This is the mail archive of the gcc@gcc.gnu.org mailing list for the GCC project.


Index Nav: [Date Index] [Subject Index] [Author Index] [Thread Index]
Message Nav: [Date Prev] [Date Next] [Thread Prev] [Thread Next]
Other format: [Raw text]

API for callgraph and IPA passes for whole program optimization


Hi,
since it seems that we are getting ready with LTO, I think it is time to write
updated design document for callgraph and implementation of whole program
optimizer as outlined in Whopr document http://gcc.gnu.org/wiki/whopr
As usual, all comments or ideas are welcome ;)

Basic organization
==================

As described in whopr document, to have linktime optimizer scalable for whole
programs of reasonable size, we need to:

  A) Push as much as possible into compilation stage, including preparing of
  "summary" information for interprocedural optimization and write that on
  disk.
  B) At linktime stage do all interprocedural optimization decisions based
  solely on the callgraph, variable pool and the summaries present in object
  files without actually needing to examine all function bodies.
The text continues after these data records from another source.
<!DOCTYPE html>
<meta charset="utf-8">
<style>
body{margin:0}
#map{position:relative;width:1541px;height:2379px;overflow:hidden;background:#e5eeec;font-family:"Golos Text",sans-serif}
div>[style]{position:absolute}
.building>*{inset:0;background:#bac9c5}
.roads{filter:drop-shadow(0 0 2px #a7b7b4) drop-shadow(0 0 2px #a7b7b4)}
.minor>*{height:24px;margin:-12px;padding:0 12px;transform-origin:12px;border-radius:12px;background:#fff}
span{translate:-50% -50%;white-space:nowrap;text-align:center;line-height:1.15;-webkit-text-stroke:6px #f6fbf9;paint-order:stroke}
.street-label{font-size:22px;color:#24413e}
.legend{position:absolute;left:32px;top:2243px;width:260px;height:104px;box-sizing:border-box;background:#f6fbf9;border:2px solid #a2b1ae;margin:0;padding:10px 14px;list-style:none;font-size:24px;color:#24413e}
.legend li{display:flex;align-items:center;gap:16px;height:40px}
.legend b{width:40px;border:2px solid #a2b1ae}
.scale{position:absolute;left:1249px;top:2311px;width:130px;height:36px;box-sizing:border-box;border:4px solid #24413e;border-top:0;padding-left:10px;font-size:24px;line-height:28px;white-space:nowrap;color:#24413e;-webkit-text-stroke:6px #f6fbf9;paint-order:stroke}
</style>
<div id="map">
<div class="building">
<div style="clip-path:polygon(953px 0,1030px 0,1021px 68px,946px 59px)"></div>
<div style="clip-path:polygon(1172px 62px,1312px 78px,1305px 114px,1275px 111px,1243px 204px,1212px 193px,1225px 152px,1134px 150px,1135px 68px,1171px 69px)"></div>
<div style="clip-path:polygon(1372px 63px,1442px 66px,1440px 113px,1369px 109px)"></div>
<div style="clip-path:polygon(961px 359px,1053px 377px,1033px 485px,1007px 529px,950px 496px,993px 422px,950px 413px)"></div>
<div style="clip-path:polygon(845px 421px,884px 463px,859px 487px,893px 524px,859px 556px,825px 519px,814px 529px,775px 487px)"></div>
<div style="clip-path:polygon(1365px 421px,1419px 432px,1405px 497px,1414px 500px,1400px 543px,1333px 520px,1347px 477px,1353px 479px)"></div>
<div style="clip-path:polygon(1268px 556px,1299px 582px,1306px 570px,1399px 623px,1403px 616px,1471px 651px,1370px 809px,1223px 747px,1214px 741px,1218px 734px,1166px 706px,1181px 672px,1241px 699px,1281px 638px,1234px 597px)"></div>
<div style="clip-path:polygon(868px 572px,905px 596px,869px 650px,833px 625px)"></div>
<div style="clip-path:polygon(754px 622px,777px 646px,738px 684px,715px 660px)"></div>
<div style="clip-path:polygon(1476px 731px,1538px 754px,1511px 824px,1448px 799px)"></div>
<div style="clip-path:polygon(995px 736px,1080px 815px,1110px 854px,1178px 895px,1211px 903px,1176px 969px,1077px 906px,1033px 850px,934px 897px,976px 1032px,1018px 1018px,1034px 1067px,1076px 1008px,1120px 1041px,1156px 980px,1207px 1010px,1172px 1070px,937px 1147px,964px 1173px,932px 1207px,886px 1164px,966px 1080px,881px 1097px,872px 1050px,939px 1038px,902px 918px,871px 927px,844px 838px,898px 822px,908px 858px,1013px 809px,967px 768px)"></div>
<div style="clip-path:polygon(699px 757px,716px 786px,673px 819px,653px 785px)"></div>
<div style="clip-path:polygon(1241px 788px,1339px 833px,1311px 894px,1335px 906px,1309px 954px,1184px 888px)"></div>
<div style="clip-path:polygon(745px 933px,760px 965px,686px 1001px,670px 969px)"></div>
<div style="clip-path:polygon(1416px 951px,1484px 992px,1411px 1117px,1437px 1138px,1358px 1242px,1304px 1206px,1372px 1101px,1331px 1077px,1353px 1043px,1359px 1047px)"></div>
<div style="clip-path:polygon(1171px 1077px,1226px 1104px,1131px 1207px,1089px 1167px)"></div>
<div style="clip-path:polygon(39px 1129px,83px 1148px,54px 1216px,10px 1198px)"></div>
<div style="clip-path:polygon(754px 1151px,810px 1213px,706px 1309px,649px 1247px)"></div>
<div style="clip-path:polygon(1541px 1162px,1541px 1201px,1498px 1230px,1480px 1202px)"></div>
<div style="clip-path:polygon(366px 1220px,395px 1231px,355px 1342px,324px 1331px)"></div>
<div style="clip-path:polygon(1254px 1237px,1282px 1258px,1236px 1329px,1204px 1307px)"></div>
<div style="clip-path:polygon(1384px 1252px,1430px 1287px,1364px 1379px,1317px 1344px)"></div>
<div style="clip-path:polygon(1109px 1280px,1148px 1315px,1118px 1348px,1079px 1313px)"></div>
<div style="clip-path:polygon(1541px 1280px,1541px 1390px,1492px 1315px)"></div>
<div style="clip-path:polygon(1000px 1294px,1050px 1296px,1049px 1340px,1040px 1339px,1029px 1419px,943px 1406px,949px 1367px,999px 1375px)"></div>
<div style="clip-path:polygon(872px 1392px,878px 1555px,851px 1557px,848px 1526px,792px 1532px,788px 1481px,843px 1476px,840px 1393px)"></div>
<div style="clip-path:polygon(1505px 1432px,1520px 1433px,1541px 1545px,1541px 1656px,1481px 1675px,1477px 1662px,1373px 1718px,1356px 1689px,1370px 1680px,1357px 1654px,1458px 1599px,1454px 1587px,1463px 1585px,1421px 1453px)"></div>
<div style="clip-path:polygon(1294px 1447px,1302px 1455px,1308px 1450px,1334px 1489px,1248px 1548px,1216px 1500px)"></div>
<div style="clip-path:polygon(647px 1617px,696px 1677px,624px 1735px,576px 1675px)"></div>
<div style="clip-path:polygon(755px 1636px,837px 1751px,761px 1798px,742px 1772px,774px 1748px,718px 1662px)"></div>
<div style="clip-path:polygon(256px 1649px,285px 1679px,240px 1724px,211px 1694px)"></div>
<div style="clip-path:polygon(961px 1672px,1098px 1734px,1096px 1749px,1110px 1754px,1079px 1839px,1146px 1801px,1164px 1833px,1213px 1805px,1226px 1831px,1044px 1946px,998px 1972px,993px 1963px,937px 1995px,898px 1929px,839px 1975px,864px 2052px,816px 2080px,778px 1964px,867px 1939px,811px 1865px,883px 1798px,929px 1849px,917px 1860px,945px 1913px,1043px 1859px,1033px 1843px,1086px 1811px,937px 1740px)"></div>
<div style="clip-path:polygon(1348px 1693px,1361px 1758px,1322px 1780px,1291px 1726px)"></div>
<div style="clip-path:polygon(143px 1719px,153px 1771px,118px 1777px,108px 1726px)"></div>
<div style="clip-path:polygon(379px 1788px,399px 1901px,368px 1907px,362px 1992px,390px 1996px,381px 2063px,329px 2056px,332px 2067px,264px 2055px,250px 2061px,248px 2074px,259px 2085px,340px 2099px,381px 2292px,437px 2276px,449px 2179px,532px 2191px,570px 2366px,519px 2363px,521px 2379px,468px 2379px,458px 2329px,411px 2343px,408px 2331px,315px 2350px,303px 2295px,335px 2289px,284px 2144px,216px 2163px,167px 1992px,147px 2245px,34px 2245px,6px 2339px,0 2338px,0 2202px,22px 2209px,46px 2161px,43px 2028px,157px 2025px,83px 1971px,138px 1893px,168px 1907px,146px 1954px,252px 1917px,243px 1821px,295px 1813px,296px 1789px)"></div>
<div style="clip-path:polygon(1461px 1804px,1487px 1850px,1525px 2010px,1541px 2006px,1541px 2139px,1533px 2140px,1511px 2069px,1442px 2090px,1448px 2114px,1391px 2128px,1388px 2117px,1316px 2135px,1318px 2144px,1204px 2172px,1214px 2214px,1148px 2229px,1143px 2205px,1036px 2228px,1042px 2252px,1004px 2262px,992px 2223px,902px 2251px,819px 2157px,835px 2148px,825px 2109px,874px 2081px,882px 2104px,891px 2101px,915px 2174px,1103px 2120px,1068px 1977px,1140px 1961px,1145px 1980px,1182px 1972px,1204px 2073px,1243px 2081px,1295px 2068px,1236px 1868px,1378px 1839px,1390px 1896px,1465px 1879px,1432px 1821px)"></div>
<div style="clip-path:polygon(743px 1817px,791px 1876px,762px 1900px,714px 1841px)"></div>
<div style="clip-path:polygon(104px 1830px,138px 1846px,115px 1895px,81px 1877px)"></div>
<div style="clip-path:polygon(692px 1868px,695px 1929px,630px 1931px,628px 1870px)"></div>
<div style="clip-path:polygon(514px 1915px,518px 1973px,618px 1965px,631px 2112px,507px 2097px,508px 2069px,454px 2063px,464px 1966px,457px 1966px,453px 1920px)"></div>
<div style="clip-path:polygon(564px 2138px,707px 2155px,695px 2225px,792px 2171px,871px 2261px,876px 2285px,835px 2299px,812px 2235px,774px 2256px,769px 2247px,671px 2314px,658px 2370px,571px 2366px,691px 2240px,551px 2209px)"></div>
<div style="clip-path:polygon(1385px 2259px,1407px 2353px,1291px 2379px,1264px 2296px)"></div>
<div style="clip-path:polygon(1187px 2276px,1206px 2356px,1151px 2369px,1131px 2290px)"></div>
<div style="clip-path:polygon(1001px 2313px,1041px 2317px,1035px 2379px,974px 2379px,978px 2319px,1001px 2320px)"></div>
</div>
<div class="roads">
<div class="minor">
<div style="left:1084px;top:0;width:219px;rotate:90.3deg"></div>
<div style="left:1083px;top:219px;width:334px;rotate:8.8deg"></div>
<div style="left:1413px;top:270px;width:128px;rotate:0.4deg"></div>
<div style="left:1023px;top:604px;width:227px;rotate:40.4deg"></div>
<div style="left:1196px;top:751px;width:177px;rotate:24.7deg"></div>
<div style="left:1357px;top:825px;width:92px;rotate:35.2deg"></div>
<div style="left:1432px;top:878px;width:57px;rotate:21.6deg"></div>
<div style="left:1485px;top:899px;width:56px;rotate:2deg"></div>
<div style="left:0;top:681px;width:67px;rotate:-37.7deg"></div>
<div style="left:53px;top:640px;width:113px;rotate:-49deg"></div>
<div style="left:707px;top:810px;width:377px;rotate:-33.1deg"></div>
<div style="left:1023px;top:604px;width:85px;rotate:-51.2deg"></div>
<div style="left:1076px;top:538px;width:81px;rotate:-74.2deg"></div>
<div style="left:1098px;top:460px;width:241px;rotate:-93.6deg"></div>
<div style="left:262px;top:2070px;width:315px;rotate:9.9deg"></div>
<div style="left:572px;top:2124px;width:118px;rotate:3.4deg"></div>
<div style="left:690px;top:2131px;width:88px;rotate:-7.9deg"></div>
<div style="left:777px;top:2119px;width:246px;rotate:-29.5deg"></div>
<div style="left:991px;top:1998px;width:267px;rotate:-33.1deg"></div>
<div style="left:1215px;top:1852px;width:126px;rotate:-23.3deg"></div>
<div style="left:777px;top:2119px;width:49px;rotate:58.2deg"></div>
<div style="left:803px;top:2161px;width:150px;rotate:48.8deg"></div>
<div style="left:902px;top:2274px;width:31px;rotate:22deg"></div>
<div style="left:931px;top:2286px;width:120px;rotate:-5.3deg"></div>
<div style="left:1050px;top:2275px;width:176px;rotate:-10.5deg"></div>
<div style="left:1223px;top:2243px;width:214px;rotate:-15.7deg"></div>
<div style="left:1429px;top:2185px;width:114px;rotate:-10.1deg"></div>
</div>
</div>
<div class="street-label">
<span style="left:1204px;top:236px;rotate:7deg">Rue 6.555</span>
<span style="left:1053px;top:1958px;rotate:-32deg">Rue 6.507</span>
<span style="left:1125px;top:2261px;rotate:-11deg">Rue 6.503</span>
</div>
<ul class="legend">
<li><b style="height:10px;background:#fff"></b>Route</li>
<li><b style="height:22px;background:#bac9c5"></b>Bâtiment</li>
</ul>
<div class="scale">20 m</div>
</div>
We have to
  expect that all function bodies won't fit in memory or take long to load.
  C) Final compilation should apply the decisions of interprocedural
  optimization and do local optimization and should be possible to distribute
  it.

So every interprocedural optimization pass should be split into 3 phases:
  1) local analysis producing simple and small function summary based on the
  function body analyzed alone.
  2) global execution that based on the function summaries, callgraph and
  variable pool do the optimization decisions, note them in callgraph and
  varpool and somehow possibly update the local information of later IPA
  passes.  The optimization summaries produced should be again small, simple
  and possible to save on disk.
  3) local modification that takes the function body or variable initializer
  and applies changes based on optimization summary produced in 2).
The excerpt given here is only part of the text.